The first of such elevations, Maria Torres-Springer has garnered wide acclaim since the mayor appointed her first deputy mayor in early October. So much so, a myriad of elected officials, the business community, advocates and government operatives alike all breathed a resounding sigh of relief once news of her promotion broke. The position is a powerful one – second only to the mayor himself. And already, there’s been a lot on Torres-Springer’s plate, such as getting the mayor’s ambitious City of Yes housing zoning plan across the finish line, overseeing internal restructuring, keeping up staff morale and striving to rebuild trust in the scandal-scarred administration. Not to mention she has kept her already hefty deputy mayor for economic development, housing and workforce development portfolio. A well-respected and effective technocrat, Torres-Springer’s elevation to first deputy mayor was seen by many as the natural progression of her career. She has been a major presence across three very different mayoral administrations. Oh, and since we are talking about wins from the whole year, Torres-Springer also played a key role in the mayor coming away with nearly everything he wanted on housing in the state budget.
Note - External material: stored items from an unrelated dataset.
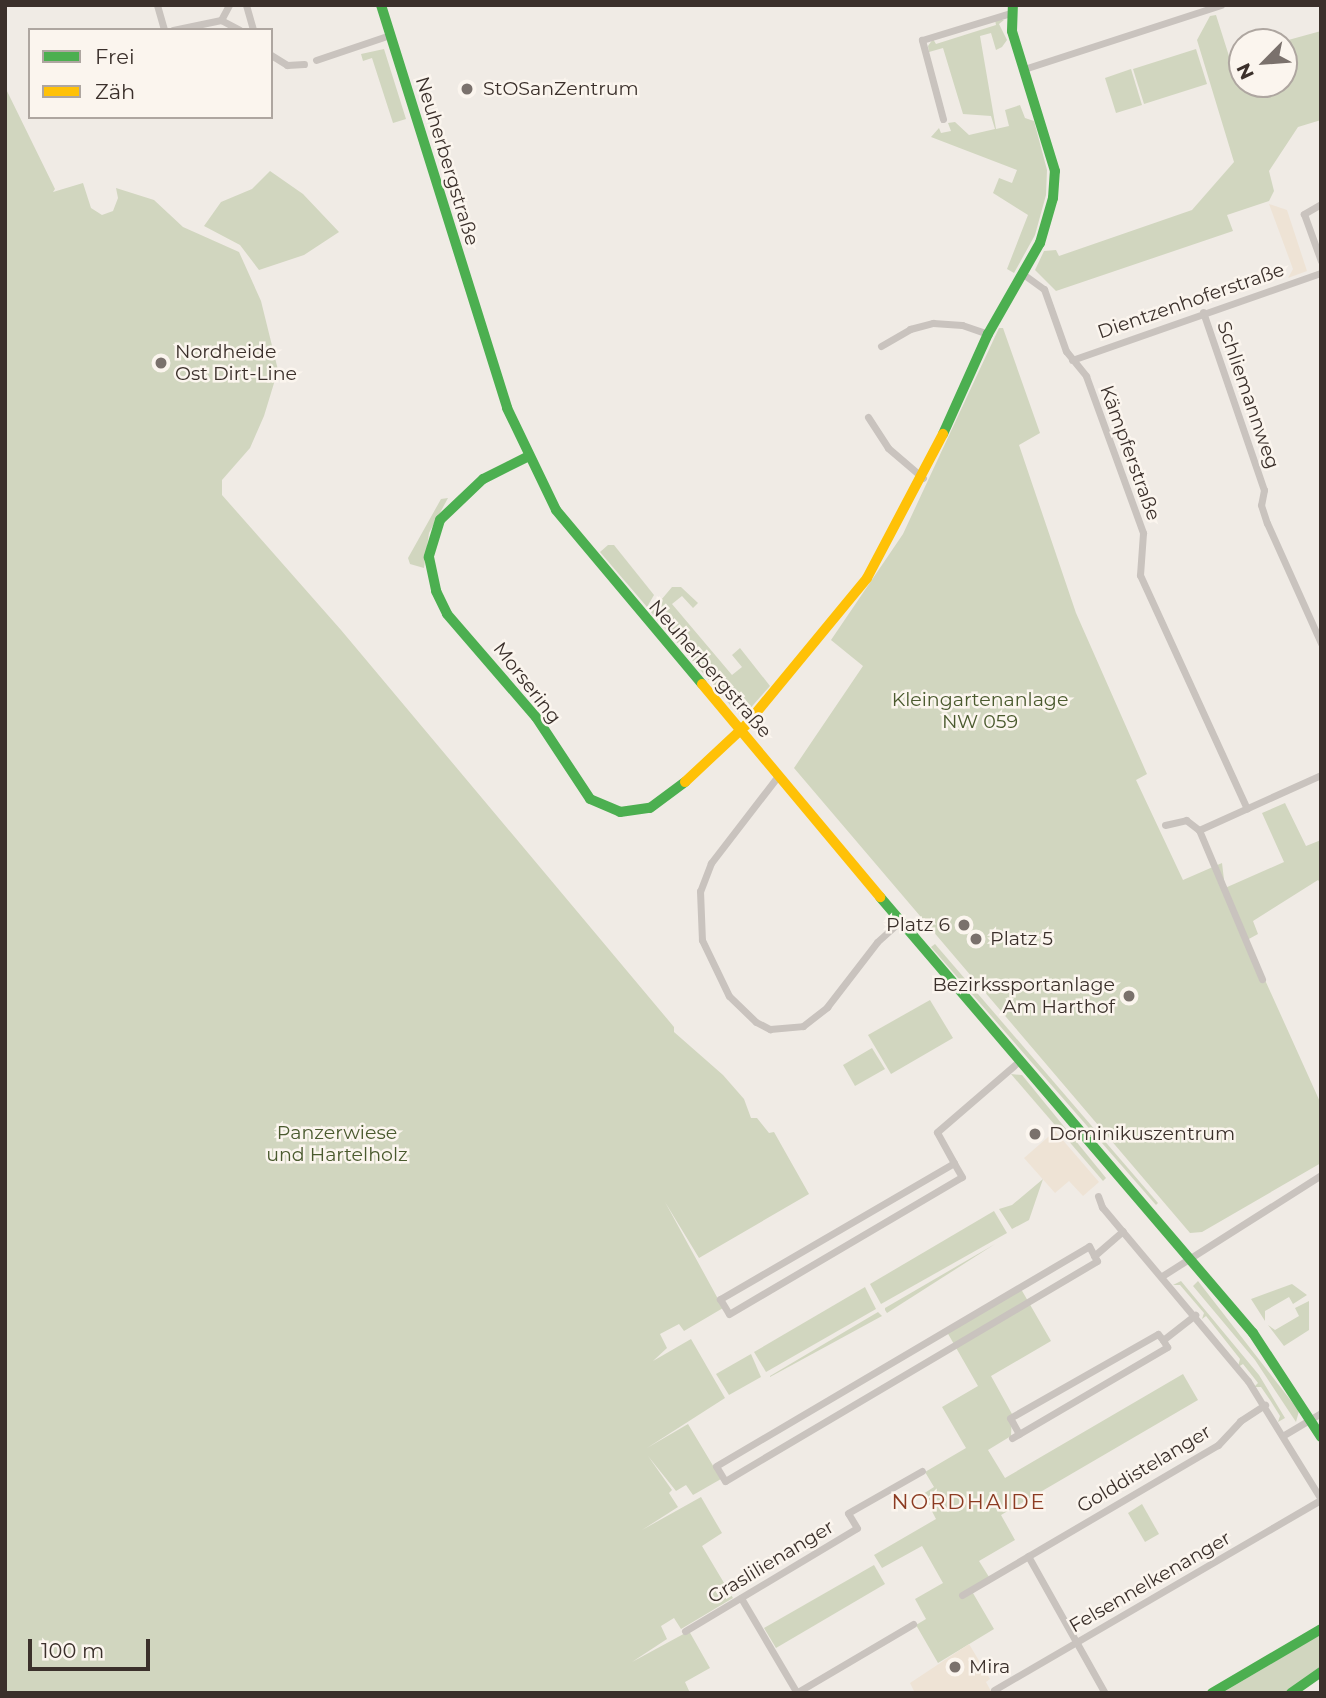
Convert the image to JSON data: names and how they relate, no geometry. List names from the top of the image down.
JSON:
{
  "streets": {
    "main road": ["Neuherbergstraße", "Morsering"],
    "street": [
      "Dientzenhoferstraße",
      "Schliemannweg",
      "Kämpferstraße",
      "Golddistelanger",
      "Graslilienanger",
      "Felsennelkenanger"
    ]
  },
  "crossings": [
    ["Neuherbergstraße", "Morsering"],
    ["Dientzenhoferstraße", "Schliemannweg"],
    ["Dientzenhoferstraße", "Kämpferstraße"],
    ["Kämpferstraße", "Morsering"]
  ],
  "districts": ["NORDHAIDE"],
  "parks": ["Kleingartenanlage NW 059", "Panzerwiese und Hartelholz"],
  "places": [
    "StOSanZentrum",
    "Nordheide Ost Dirt-Line",
    "Platz 6",
    "Platz 5",
    "Bezirkssportanlage Am Harthof",
    "Dominikuszentrum",
    "Mira"
  ],
  "legend": ["Frei", "Zäh"],
  "scale_bar": "100 m",
  "north": "bottom left"
}
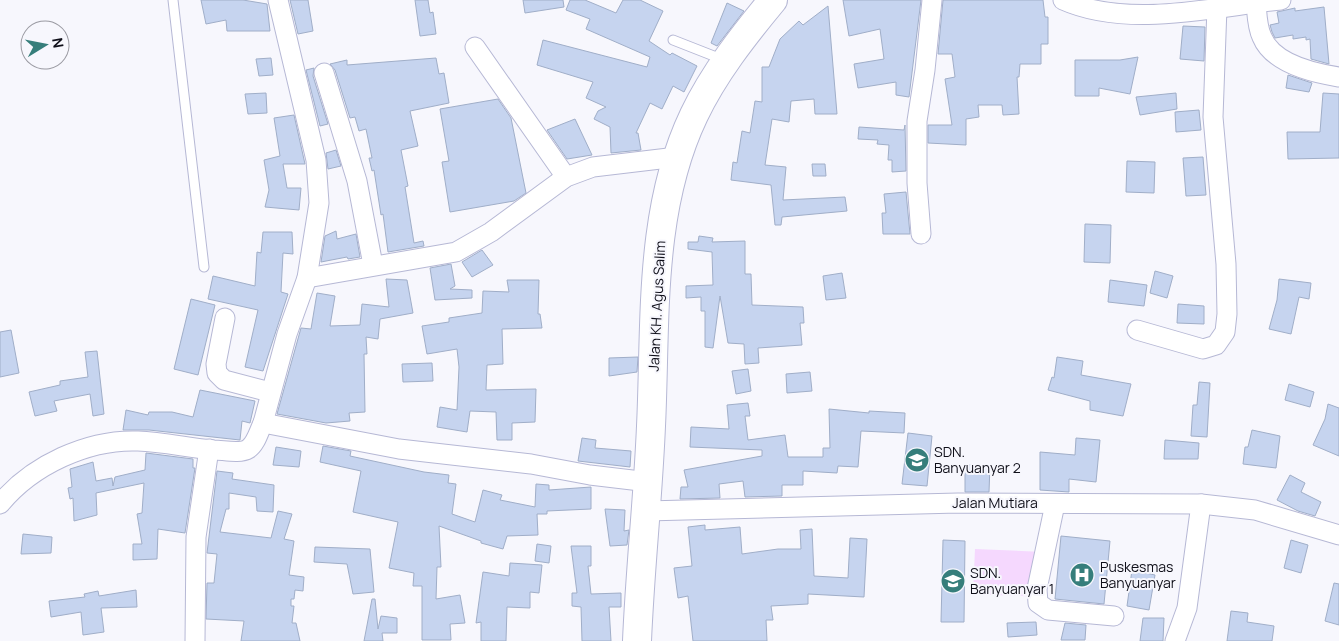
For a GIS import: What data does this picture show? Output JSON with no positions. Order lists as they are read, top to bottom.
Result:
{
  "streets": {
    "highway": ["Jalan KH. Agus Salim"],
    "street": ["Jalan Mutiara"]
  },
  "crossings": [
    ["Jalan KH. Agus Salim", "Jalan Mutiara"]
  ],
  "places": {
    "school or university": ["SDN. Banyuanyar 2", "SDN. Banyuanyar 1"],
    "hospital": ["Puskesmas Banyuanyar"]
  },
  "north": "right"
}
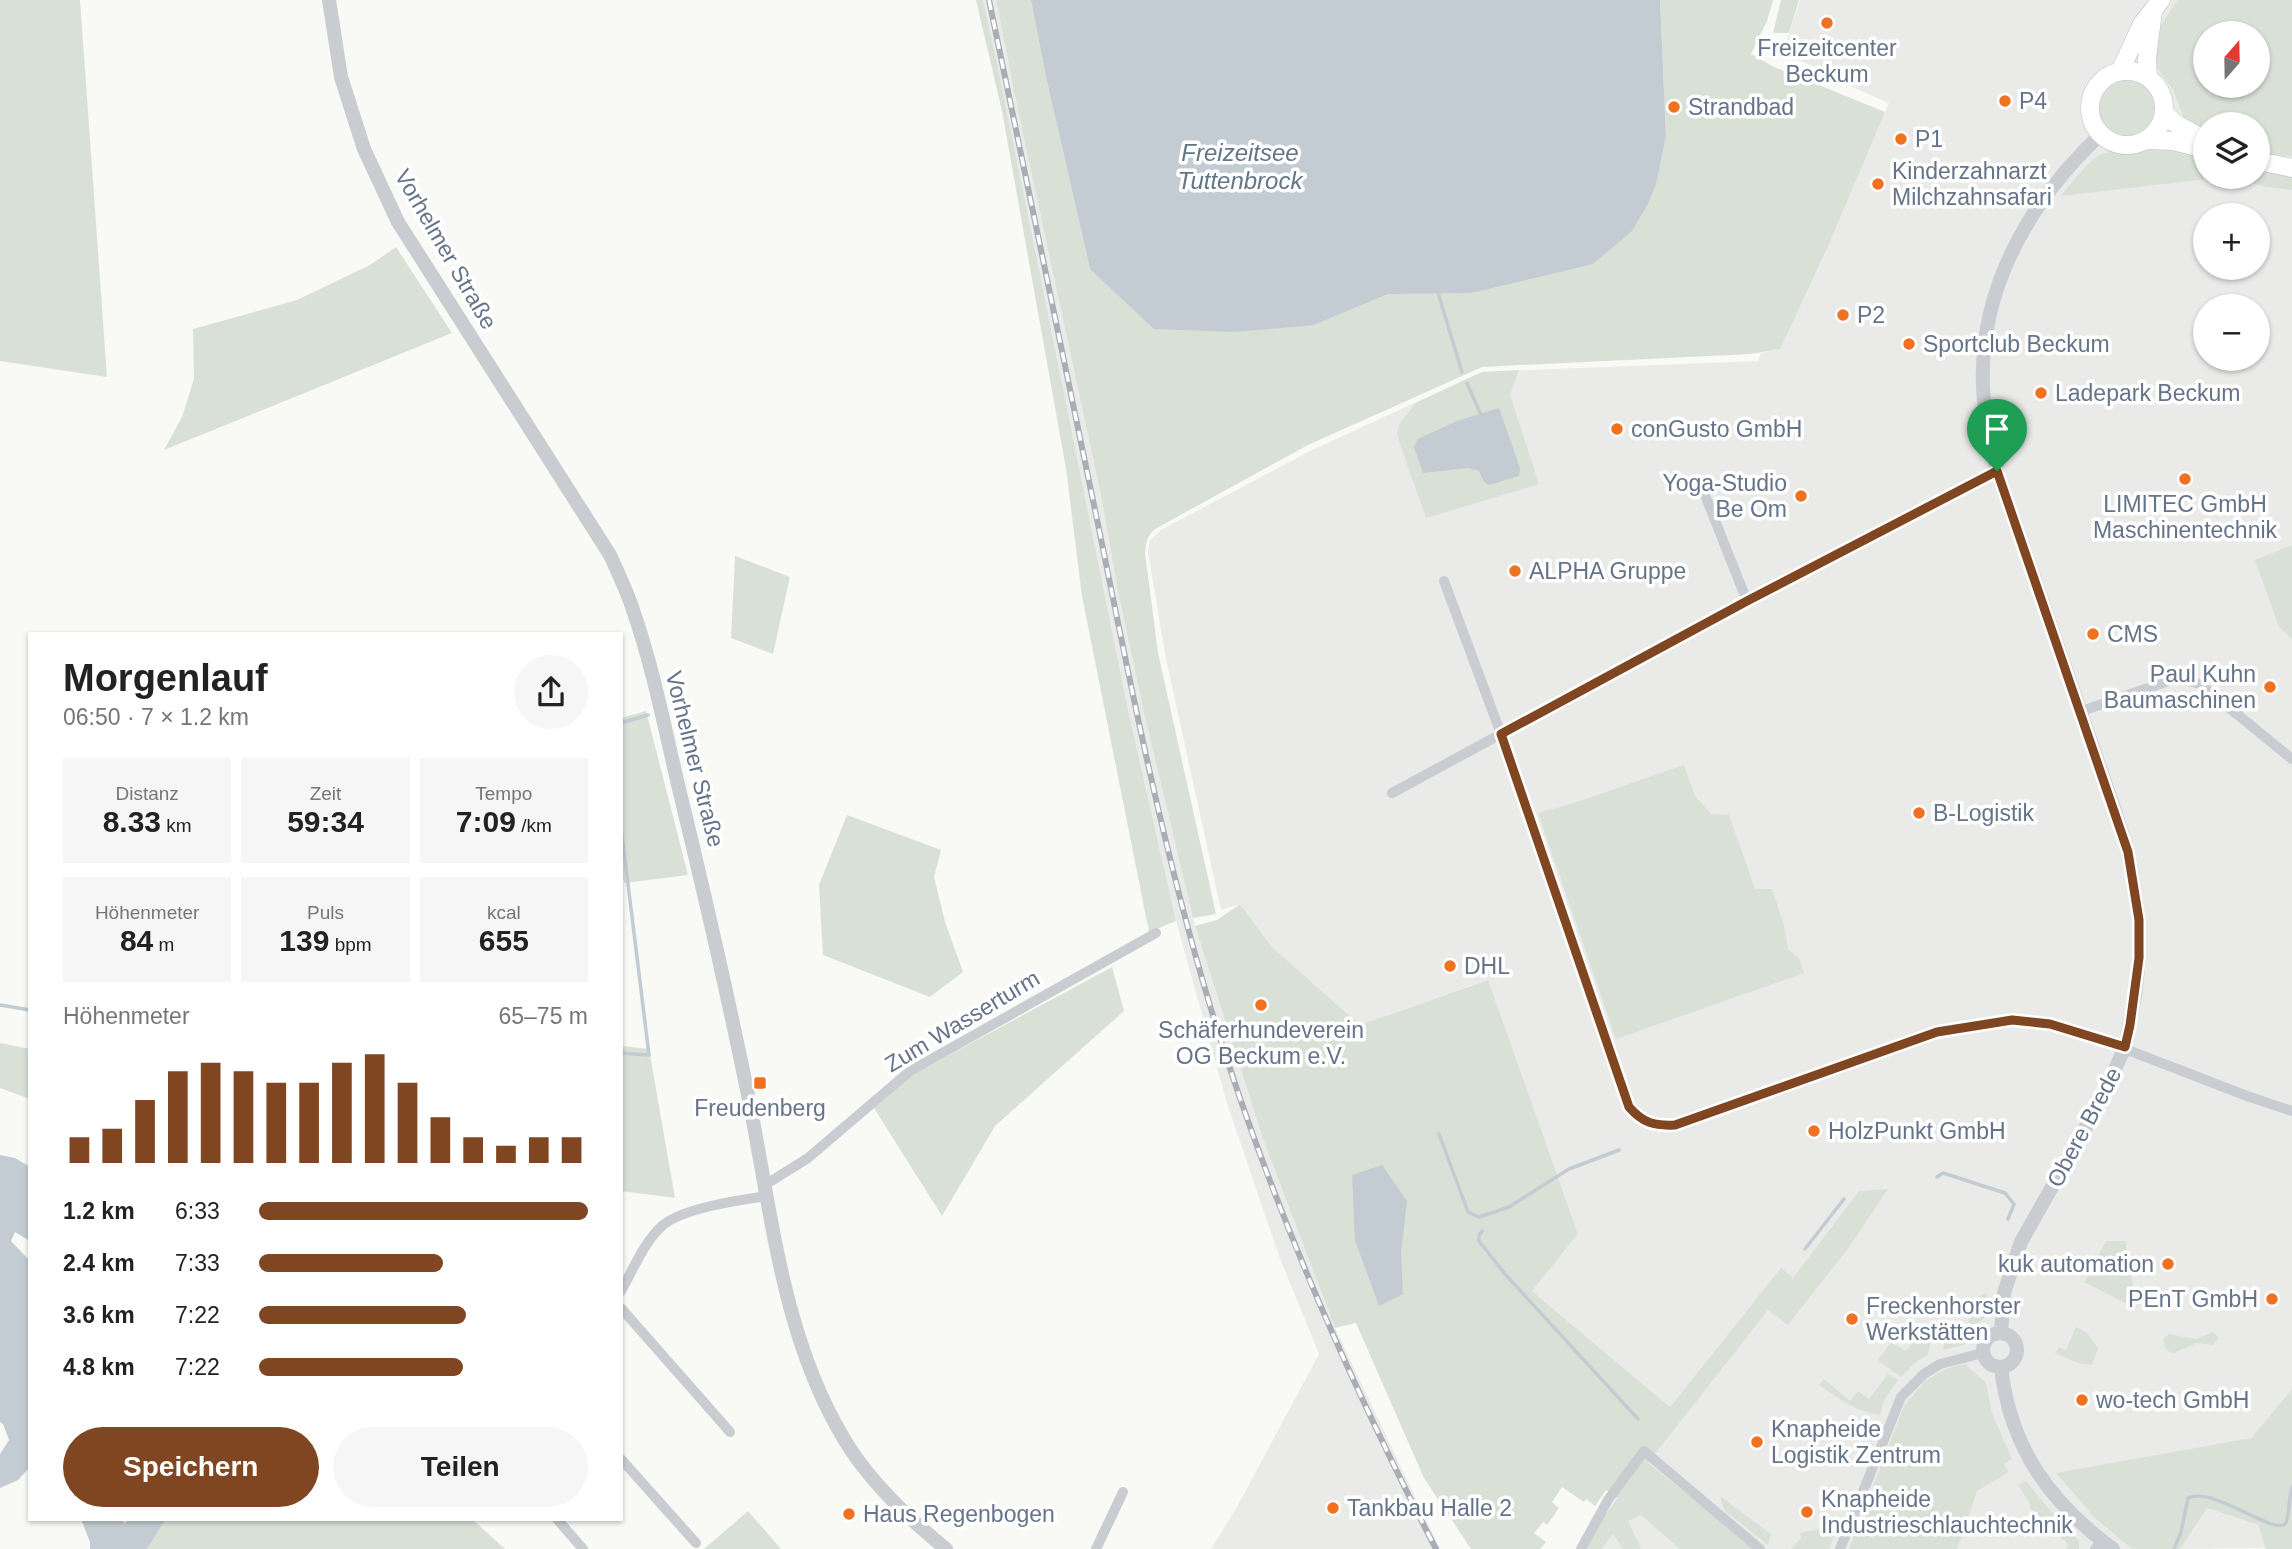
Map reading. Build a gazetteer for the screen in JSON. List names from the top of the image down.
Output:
{
  "streets": {
    "street": ["Vorhelmer Straße", "Zum Wasserturm", "Obere Brede"]
  },
  "crossings": [
    ["Vorhelmer Straße", "Zum Wasserturm"]
  ],
  "water": ["Freizeitsee Tuttenbrock"],
  "places": {
    "other": [
      "Freizeitcenter Beckum",
      "P4",
      "Strandbad",
      "P1",
      "Kinderzahnarzt Milchzahnsafari",
      "P2",
      "Sportclub Beckum",
      "Ladepark Beckum",
      "conGusto GmbH",
      "LIMITEC GmbH Maschinentechnik",
      "Yoga-Studio Be Om",
      "ALPHA Gruppe",
      "CMS",
      "Paul Kuhn Baumaschinen",
      "B-Logistik",
      "DHL",
      "Schäferhundeverein OG Beckum e.V.",
      "HolzPunkt GmbH",
      "kuk automation",
      "PEnT GmbH",
      "Freckenhorster Werkstätten",
      "wo-tech GmbH",
      "Knapheide Logistik Zentrum",
      "Tankbau Halle 2",
      "Knapheide Industrieschlauchtechnik",
      "Haus Regenbogen"
    ],
    "transit": ["Freudenberg"]
  },
  "north": "top",
  "page": {
    "map_buttons": ["+", "−"],
    "heading": ["Morgenlauf", "06:50 · 7 × 1.2 km"],
    "stats": [
      ["Distanz", "8.33 km"],
      ["Zeit", "59:34"],
      ["Tempo", "7:09 /km"],
      ["Höhenmeter", "84 m"],
      ["Puls", "139 bpm"],
      ["kcal", "655"]
    ],
    "chart": ["Höhenmeter", "65–75 m"],
    "list": [
      {
        "name": "1.2 km",
        "note": "6:33"
      },
      {
        "name": "2.4 km",
        "note": "7:33"
      },
      {
        "name": "3.6 km",
        "note": "7:22"
      },
      {
        "name": "4.8 km",
        "note": "7:22"
      }
    ],
    "buttons": ["Speichern", "Teilen"]
  }
}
Torres-Springer is not the only woman in the Adams administration to win during a time where, let’s face it, wins were desperately needed. Jessica Tisch’s interest in leading the New York City Police Department has been no secret – nor was her excitement when the mayor appointed her to the powerful role in late November. While she’s the fourth police commissioner under Adams, she’s the second woman to ever lead the department.

In a sense, leading the NYPD is like coming full circle – albeit in the grandest way possible. While Tisch has never been a police officer, she started her career with the NYPD’s counterterrorism bureau and later, became the department’s deputy commissioner for information technology. Yes, she went on to serve as commissioner of the Department of Information Technology and Telecommunications under then-Mayor Bill de Blasio and most recently led the Sanitation Department, but public safety has remained close to her heart. Let’s also not forget how Tisch took on rats and sought to modernize trash pickup this year. She said it herself: “The rats don’t run this city, we do.” Roughly two years later perhaps the phrase still applies – only this time to herself and Torres-Springer.

– Sahalie Donaldson

Adrienne Adams / Taylor Hill/Getty Images

Adrienne Adams – Three years ago, the elevation of an unlikely front-runner in the race for New York City Council speaker prompted concerns that the city’s legislative counterweight and oversight authority would be too conciliatory to the incoming mayoral administration.

Adrienne Adams, the council’s consensus speaker pick, was a fellow moderate Democrat from southeastern Queens who represented neighborhoods that made up incoming Mayor Eric Adams’ base, and who personally endorsed Adams for mayor. Would Adrienne Adams dare to be the check on mayoral power that legislators – particularly the more progressive members of the body – wished her to be?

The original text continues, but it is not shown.